**Material to process**
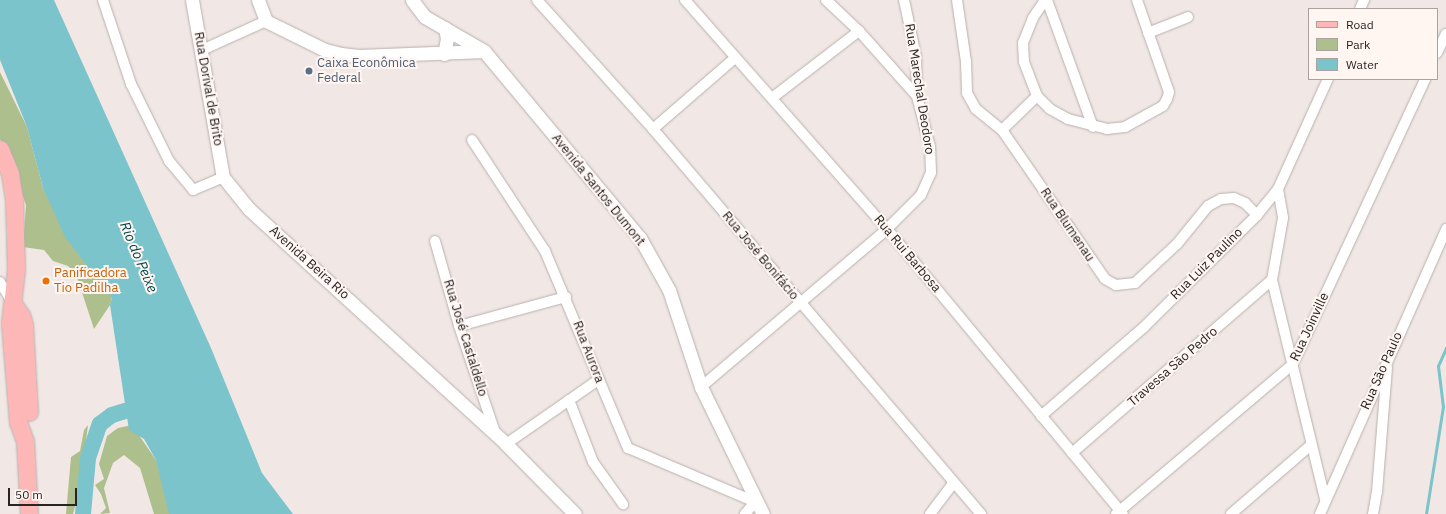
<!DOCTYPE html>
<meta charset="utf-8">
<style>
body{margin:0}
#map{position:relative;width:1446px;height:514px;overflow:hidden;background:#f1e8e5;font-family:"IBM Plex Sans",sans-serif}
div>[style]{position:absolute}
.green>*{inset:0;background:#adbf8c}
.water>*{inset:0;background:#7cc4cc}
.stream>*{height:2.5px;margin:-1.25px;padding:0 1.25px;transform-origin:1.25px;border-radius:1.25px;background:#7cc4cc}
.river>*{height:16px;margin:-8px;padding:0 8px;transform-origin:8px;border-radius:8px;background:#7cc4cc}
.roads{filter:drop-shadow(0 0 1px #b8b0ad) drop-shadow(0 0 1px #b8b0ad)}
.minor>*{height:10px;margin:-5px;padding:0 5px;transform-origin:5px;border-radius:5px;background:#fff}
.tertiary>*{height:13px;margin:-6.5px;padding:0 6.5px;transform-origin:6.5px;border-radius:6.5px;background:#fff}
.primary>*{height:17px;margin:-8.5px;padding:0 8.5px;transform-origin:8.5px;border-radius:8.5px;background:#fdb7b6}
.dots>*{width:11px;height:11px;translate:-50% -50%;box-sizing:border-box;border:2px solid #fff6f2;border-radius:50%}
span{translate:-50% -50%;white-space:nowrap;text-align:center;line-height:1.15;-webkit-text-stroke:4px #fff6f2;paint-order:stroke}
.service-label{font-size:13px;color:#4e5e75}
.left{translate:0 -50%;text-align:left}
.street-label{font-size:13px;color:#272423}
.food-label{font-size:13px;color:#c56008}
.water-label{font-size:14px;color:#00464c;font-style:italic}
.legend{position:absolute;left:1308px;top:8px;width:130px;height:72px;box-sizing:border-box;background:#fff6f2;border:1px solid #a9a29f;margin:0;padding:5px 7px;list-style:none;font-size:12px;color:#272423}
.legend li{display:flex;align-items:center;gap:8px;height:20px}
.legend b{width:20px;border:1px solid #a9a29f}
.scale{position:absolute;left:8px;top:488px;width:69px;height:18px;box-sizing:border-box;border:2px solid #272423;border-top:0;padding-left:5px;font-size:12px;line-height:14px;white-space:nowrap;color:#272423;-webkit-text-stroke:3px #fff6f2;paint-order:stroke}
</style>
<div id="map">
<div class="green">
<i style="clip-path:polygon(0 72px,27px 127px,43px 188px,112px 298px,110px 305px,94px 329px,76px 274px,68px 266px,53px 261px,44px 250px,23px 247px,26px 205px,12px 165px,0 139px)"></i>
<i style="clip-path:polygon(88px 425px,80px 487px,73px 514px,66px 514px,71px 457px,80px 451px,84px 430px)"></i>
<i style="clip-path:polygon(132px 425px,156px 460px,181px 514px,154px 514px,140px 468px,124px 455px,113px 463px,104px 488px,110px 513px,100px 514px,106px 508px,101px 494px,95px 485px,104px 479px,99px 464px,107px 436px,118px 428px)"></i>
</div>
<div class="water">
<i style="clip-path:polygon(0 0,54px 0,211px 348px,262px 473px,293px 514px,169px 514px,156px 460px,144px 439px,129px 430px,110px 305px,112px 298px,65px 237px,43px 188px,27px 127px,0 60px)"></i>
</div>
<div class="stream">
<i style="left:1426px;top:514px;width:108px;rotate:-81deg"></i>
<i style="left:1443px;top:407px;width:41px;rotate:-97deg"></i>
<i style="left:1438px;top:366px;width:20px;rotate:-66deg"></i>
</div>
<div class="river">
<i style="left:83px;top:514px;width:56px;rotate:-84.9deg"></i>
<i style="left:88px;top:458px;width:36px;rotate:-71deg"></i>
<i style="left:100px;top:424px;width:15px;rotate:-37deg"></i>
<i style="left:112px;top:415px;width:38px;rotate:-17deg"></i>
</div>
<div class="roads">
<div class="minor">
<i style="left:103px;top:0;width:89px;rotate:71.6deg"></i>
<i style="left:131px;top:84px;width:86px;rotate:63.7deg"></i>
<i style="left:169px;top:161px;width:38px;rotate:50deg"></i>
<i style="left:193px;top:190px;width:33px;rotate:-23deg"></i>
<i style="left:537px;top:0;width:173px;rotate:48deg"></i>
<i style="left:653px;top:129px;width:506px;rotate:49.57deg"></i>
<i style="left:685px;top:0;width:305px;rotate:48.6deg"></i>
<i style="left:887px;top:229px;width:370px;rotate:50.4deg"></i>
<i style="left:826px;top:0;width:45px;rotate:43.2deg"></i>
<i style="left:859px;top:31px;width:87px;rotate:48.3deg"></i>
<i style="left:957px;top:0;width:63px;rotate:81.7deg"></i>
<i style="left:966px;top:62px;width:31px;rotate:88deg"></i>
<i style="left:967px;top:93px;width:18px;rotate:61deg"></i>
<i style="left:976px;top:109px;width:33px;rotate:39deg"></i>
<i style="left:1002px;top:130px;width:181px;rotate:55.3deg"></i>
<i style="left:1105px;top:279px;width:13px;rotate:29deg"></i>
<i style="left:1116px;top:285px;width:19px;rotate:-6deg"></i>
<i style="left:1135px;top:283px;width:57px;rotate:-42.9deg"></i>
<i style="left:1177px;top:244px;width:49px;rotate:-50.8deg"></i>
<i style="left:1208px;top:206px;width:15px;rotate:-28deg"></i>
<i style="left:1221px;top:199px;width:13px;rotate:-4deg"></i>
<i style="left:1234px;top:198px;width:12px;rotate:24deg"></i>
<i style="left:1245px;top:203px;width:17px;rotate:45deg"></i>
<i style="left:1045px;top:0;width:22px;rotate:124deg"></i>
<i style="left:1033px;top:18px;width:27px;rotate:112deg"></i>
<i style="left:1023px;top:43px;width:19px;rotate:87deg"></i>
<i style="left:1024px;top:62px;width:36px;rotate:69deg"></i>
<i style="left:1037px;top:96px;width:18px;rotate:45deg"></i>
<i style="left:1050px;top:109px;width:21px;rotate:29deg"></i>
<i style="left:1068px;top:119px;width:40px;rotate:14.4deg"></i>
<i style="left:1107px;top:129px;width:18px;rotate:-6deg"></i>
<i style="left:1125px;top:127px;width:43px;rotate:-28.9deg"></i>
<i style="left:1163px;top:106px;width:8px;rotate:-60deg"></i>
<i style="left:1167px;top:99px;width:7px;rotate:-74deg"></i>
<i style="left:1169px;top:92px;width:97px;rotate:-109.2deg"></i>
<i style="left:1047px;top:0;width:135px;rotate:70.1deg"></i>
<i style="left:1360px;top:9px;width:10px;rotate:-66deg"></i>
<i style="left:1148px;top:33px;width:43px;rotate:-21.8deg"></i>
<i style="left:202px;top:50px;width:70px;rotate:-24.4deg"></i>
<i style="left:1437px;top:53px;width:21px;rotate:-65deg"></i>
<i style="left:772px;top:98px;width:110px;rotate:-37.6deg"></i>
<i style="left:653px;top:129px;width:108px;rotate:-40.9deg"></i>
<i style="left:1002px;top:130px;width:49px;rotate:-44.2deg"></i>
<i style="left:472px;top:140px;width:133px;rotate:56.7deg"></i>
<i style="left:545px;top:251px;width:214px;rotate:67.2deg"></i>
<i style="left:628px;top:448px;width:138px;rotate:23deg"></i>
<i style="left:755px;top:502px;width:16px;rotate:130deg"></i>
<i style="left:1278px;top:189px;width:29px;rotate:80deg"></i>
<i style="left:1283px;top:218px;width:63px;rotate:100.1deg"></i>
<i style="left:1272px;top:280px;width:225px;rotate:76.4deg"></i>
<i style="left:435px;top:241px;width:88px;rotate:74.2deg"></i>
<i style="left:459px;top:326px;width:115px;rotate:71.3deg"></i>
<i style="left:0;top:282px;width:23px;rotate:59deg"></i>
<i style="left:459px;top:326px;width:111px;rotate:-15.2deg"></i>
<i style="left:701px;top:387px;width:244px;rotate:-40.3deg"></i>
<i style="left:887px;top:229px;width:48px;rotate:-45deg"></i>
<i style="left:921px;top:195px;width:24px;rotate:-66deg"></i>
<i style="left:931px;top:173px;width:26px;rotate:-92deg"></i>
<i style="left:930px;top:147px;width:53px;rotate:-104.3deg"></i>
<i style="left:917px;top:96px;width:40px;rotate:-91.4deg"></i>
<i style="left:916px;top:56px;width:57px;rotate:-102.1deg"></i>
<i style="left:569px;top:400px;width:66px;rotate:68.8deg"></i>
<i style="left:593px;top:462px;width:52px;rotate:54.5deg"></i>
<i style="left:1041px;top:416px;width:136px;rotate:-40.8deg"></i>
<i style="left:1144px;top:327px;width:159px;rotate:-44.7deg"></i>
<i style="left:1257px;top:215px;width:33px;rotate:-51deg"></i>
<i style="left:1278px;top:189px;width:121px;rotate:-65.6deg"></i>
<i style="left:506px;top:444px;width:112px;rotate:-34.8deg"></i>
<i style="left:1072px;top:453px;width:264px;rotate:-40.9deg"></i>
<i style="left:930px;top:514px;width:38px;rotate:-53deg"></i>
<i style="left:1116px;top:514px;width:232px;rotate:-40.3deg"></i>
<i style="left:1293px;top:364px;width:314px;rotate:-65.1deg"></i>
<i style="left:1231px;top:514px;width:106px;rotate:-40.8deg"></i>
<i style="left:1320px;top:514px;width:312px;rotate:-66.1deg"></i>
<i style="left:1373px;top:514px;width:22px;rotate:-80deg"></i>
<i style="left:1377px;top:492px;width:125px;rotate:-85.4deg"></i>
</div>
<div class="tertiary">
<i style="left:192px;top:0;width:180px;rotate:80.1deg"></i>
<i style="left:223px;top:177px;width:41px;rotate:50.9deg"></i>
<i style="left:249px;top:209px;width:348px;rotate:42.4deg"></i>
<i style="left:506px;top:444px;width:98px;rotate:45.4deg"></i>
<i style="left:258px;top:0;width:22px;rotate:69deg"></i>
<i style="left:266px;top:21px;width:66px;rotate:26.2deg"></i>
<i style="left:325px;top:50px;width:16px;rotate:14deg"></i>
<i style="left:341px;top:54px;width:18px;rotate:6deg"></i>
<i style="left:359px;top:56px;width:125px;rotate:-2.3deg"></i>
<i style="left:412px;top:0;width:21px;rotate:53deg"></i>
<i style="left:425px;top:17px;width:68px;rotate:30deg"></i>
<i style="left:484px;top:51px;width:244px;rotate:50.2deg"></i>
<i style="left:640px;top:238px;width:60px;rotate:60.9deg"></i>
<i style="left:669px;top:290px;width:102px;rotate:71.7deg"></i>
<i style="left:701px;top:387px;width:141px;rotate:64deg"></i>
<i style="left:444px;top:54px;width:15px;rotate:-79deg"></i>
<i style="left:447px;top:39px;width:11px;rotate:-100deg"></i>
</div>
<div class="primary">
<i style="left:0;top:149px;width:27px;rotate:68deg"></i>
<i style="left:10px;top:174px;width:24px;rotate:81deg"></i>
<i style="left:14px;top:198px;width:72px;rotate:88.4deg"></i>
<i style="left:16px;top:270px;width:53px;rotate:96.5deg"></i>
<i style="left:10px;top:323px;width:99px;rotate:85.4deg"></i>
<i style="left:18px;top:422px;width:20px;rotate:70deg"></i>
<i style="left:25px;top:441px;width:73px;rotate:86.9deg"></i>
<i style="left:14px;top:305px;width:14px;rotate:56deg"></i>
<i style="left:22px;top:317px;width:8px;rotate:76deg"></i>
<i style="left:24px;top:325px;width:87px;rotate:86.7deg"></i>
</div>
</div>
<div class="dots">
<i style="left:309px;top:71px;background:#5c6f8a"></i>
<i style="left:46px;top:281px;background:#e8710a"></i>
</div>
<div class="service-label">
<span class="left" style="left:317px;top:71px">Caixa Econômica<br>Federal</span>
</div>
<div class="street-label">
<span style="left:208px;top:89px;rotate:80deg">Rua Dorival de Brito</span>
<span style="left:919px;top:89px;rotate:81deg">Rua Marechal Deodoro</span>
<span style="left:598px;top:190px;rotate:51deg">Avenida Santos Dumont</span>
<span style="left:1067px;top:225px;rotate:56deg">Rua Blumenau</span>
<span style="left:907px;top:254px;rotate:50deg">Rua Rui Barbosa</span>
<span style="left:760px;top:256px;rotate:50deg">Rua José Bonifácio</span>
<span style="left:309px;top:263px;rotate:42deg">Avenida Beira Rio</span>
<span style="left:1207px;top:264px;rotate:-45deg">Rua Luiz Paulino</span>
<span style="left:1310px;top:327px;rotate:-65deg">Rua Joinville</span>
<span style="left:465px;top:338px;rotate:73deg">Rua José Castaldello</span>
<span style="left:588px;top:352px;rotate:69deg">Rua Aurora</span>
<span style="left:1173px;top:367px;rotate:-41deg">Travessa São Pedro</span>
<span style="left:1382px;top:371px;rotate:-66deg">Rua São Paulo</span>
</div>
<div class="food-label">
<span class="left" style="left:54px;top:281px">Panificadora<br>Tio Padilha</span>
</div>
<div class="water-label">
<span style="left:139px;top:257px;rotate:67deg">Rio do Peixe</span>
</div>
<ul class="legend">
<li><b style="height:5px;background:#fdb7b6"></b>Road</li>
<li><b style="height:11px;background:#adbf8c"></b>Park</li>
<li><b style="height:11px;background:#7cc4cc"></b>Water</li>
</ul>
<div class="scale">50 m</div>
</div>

**Action item**
Return a copy of each line of the material that holds the word "nowrap".

**The completed task**
span{translate:-50% -50%;white-space:nowrap;text-align:center;line-height:1.15;-webkit-text-stroke:4px #fff6f2;paint-order:stroke}
.scale{position:absolute;left:8px;top:488px;width:69px;height:18px;box-sizing:border-box;border:2px solid #272423;border-top:0;padding-left:5px;font-size:12px;line-height:14px;white-space:nowrap;color:#272423;-webkit-text-stroke:3px #fff6f2;paint-order:stroke}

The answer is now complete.